[Hpn] Report Presses for Adjusted Census Data

coh coh@sfo.com
Tue, 03 Jul 2001 14:10:30 -0700


http://dailynews.yahoo.com/h/ap/20010702/us/census_sampling_2.html

Monday July 2 7:15 PM ET

Report Presses for Adjusted Data

By GENARO C. ARMAS, Associated Press Writer

WASHINGTON (AP) - The 2000 head count missed more people in counties with
larger minority populations, said a Democratic-backed report released Monday
that pressed for the release of adjusted census data.

Bronx County in New York topped the list with 2.7 percent of the county's
population missed, according to estimates from members appointed by former
President Clinton (news - web sites) to the U.S. Census Monitoring Board, an
oversight panel.

Hidalgo County, Texas, located on the U.S-Mexico border, had the second
highest undercount rate at an estimated 2.4 percent.

Associate Census Bureau (news - web sites) director John Thompson
immediately questioned the accuracy of the report, which was based on 2000
census figures but not backed by the bureau or members appointed by
congressional Republicans.

The report said the census raw count missed 6.4 million people, primarily
minorities, the poor and children.

Thompson countered that an adjustment of census data using statistical
sampling could have made up for an estimated undercount of 4.3 million
people, but about half of those missed would have been non-Hispanic white.

It was the latest move by Democrats demanding that the Bush administration
release adjusted data.

``Taxpayers paid more than $6.5 billion for the census and they deserve to
see all the census results,'' said Gilbert Casellas, co-chair for the
Democratic board members.

In March, Commerce Secretary Don Evans agreed with a bureau recommendation
against an adjustment of census figures for purposes of redrawing
congressional, state and local legislative districts.

There were too many discrepancies - between adjusted data, the actual 2000
head count and a third survey used to measure accuracy - to allow the
release of sampled numbers, the bureau said.

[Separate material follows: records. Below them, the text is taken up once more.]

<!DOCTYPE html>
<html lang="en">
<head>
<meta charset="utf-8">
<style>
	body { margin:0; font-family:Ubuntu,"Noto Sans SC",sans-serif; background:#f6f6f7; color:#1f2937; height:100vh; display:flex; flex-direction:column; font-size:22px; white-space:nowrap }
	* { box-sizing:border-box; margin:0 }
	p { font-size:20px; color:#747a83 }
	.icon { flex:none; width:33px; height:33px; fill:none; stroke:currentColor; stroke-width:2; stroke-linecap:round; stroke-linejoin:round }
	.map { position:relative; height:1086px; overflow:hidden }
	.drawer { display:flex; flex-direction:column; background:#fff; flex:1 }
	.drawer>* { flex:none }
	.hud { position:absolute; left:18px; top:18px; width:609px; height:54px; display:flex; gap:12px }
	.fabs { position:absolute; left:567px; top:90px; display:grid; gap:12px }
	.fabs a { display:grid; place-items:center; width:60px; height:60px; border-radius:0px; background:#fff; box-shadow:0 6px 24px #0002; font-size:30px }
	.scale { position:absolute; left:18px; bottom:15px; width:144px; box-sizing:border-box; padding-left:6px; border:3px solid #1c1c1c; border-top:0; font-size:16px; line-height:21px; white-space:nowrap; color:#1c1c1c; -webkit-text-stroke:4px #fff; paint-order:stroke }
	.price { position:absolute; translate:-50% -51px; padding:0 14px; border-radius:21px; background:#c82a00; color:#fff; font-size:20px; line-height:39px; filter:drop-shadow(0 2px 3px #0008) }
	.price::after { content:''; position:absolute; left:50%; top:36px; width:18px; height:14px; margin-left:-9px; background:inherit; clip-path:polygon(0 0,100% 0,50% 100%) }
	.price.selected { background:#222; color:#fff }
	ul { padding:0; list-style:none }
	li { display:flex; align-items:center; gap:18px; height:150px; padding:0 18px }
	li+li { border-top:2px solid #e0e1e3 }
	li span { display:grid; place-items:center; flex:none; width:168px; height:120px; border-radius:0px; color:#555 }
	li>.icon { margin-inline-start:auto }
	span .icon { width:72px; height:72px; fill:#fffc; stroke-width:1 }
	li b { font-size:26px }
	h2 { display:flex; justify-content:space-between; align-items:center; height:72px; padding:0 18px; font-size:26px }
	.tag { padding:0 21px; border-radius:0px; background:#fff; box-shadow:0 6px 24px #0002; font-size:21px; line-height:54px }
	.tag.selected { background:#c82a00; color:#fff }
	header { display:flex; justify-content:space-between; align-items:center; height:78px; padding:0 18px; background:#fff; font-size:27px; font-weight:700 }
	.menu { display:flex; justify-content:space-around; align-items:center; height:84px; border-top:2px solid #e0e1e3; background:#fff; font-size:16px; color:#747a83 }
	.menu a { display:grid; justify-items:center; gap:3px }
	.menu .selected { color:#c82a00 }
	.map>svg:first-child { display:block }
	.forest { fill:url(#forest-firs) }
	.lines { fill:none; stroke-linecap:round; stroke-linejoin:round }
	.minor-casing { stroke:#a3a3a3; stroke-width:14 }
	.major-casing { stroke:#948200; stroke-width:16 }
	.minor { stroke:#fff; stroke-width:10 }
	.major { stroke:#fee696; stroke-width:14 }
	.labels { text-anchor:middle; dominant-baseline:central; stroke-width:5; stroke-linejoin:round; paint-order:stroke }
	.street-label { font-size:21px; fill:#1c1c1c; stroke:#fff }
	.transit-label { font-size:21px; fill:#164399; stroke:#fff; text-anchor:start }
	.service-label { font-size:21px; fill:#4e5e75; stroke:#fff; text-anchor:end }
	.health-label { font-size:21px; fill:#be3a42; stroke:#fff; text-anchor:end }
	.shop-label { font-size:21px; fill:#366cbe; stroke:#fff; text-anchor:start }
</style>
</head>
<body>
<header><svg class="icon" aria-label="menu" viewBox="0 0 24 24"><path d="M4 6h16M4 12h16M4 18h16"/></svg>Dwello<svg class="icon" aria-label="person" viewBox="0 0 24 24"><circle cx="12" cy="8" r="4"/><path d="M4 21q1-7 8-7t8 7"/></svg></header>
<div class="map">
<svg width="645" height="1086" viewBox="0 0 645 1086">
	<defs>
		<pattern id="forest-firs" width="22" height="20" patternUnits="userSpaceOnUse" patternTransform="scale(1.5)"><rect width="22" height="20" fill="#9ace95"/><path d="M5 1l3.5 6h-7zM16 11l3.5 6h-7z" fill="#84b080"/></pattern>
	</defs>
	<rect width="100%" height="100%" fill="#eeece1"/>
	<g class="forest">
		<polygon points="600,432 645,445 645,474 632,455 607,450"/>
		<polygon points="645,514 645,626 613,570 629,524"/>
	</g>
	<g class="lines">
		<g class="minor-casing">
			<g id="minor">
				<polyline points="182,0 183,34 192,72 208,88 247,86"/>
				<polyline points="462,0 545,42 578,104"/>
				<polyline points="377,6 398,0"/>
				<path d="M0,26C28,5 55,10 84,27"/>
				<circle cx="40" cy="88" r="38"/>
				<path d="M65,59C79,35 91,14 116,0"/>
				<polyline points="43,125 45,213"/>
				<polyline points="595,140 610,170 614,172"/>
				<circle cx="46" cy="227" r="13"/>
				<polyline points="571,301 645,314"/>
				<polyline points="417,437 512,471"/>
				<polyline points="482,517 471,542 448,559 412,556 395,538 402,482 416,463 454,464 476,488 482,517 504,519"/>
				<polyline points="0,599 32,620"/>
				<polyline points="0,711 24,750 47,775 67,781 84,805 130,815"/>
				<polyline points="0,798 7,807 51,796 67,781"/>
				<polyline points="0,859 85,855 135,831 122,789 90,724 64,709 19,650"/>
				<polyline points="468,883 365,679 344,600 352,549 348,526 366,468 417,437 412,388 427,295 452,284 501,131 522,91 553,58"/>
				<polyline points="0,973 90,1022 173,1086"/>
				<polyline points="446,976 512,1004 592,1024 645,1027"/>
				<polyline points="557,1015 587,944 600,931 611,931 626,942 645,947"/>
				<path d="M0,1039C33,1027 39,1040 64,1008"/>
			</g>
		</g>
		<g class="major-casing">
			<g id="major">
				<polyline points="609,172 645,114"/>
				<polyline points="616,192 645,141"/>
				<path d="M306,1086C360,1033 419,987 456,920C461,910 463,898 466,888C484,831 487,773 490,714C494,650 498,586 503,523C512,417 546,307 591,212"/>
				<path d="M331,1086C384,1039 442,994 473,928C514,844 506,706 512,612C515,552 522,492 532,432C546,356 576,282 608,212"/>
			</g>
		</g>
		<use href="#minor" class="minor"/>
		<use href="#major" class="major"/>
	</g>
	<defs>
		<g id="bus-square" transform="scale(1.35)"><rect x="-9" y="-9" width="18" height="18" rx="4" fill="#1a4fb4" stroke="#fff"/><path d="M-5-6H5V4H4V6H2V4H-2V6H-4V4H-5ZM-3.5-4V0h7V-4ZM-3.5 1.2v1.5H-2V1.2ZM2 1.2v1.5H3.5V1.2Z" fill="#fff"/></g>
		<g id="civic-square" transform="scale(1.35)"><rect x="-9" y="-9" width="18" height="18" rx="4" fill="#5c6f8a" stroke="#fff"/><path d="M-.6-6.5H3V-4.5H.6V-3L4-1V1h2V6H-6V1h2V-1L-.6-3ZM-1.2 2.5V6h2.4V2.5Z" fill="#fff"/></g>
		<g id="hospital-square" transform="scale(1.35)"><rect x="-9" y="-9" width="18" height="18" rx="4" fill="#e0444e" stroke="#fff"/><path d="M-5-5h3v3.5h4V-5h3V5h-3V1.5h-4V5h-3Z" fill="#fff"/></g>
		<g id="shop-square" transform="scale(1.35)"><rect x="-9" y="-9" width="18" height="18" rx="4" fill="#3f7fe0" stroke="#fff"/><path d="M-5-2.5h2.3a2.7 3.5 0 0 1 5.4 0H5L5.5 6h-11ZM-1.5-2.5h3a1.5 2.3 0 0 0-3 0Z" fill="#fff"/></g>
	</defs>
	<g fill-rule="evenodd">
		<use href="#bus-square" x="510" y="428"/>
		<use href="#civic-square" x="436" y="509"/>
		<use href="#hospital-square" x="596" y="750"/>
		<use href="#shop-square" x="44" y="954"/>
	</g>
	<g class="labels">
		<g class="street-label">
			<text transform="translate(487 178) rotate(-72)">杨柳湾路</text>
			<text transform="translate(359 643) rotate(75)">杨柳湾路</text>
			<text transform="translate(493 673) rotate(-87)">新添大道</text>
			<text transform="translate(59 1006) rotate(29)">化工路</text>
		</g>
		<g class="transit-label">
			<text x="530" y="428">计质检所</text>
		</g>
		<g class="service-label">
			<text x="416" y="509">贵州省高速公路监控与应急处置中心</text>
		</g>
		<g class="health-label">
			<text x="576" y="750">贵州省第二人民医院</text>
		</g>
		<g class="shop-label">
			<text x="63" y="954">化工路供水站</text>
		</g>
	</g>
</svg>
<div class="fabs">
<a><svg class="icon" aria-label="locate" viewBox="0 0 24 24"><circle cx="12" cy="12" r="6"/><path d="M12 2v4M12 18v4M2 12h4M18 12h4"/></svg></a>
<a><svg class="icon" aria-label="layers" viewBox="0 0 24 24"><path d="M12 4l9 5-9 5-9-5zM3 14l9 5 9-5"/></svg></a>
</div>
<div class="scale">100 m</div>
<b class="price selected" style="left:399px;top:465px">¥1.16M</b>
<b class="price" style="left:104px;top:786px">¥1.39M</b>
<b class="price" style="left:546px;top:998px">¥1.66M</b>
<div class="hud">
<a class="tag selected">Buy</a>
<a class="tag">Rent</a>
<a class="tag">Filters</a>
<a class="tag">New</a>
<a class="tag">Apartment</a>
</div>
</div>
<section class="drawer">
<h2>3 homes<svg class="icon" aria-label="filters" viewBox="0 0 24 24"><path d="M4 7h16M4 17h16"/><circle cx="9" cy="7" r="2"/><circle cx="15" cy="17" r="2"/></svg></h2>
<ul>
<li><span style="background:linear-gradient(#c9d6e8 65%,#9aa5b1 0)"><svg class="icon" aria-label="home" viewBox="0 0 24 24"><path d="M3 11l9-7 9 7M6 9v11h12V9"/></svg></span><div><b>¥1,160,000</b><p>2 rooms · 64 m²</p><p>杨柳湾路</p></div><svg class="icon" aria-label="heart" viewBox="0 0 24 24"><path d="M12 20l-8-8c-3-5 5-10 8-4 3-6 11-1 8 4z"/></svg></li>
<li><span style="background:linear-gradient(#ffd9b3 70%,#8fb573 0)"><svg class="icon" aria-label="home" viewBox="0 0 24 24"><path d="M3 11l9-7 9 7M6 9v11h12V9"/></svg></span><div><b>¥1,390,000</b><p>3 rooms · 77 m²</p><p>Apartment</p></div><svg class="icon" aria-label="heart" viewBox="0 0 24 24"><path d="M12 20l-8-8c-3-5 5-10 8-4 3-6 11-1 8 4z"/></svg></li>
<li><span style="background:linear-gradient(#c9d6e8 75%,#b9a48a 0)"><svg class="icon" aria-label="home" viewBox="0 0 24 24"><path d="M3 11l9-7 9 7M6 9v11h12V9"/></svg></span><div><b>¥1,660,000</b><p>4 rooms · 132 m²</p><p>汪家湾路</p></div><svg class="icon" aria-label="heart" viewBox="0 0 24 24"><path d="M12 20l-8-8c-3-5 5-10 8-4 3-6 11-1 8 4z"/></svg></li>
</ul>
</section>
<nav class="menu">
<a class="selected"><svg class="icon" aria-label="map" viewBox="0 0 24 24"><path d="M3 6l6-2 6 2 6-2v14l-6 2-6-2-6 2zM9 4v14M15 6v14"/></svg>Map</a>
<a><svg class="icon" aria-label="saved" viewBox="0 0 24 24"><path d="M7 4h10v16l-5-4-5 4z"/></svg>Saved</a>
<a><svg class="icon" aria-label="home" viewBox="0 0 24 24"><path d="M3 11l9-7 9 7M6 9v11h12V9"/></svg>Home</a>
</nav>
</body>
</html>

Left undecided is whether adjusted data can be used for purposes other than
redistricting, including the distribution of more than $185 billion in
federal dollars to states and localities. The bureau said it would decide by
autumn.

``Why they risk confusing the public with population guesses that obscure
the real Census is a mystery best explained by politics, not science,'' said
David Murray, a GOP board member.

The report estimated undercounts for counties with over 500,000 people. The
county with the largest estimated numerical undercount was Los Angeles
County, Calif., with 176,047 people missed.

After the report's release, Casellas sent a letter to Senate Democrats
renewing complaints that the board's final report to Congress this fall
could be based on incomplete figures because of bureau proposals that would
restrict oversight.

The board is scheduled to disband in September.

Thompson also said Monday that the bureau report on homeless shelters to be
released this fall would include figures down to the ``census tract,'' one
of the smallest levels of census geography.

But it will not include data on people counted in soup kitchens or those
sleeping on the streets. Several Democrats and local city officials have
said they thought those figures would also be released.

The bureau would consider making the additional data public ``if there was
some kind of need or necessity for it, but right now it's not in the
plans,'' Thompson said.

The agency's plans for releasing homeless data were backed by the National
Coalition for the Homeless and other advocacy groups, he said.